* **AVAILABLE RECORDS**
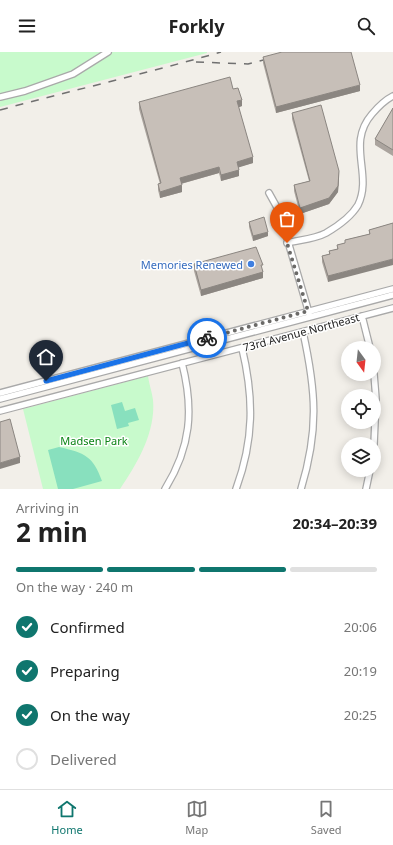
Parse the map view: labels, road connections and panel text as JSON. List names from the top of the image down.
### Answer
{
  "streets": {
    "street": ["73rd Avenue Northeast"]
  },
  "parks": ["Madsen Park"],
  "places": ["Memories Renewed"],
  "north": "bottom",
  "page": {
    "header": "Forkly",
    "heading": ["2 min", "Arriving in", "20:34–20:39"],
    "bar": "On the way · 240 m",
    "list": [
      ["Confirmed", "20:06"],
      ["Preparing", "20:19"],
      ["On the way", "20:25"],
      "Delivered"
    ],
    "tabs": ["Home", "Map", "Saved"]
  }
}
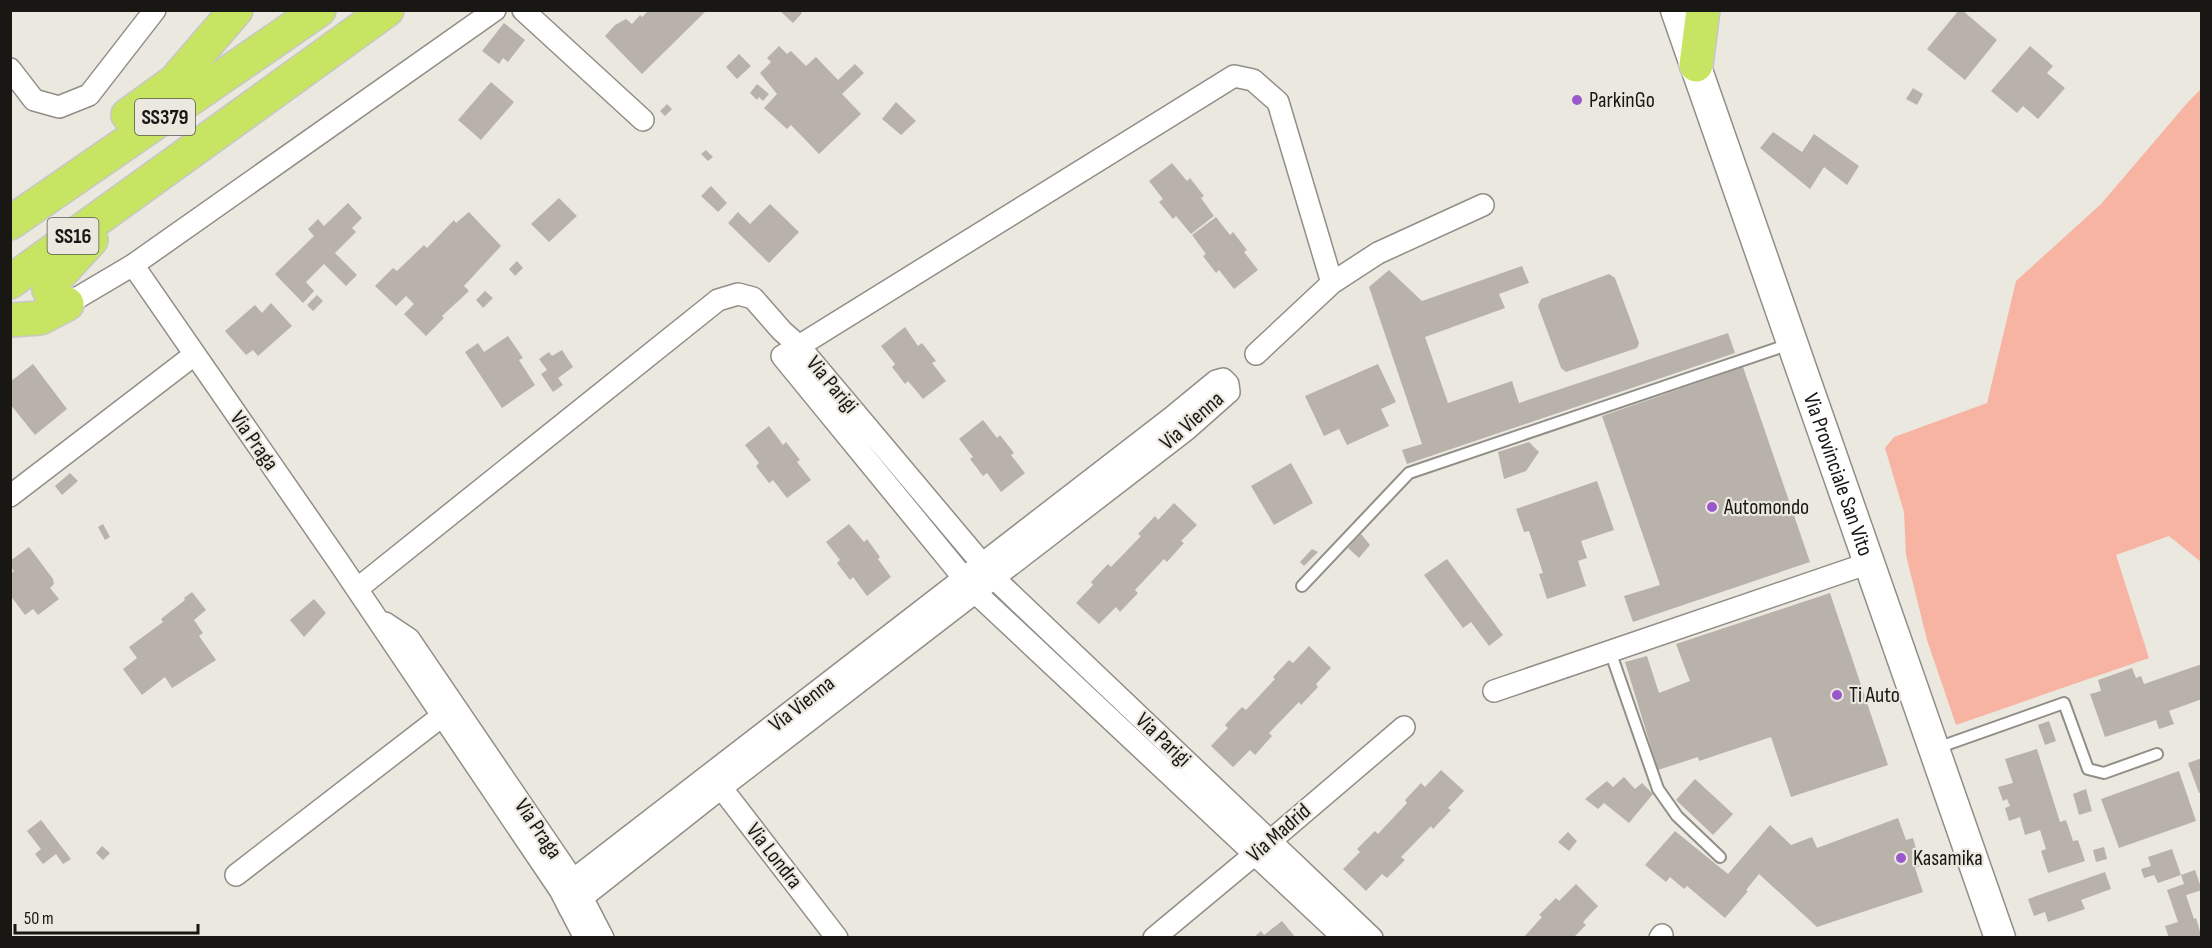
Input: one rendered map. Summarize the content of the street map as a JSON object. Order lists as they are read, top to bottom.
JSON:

* **TASK DIRECTIONS**
Each entry must be set down word for word; no image may be carried over.

* **RESPONSE TO THE TASK**
Parse the map view: labels, road connections and panel text as JSON. List names from the top of the image down.
### Answer
{
  "streets": {
    "street": ["73rd Avenue Northeast"]
  },
  "parks": ["Madsen Park"],
  "places": ["Memories Renewed"],
  "north": "bottom",
  "page": {
    "header": "Forkly",
    "heading": ["2 min", "Arriving in", "20:34–20:39"],
    "bar": "On the way · 240 m",
    "list": [
      ["Confirmed", "20:06"],
      ["Preparing", "20:19"],
      ["On the way", "20:25"],
      "Delivered"
    ],
    "tabs": ["Home", "Map", "Saved"]
  }
}
Input: one rendered map. Summarize the content of the street map as a JSON object. Order lists as they are read, top to bottom.
JSON:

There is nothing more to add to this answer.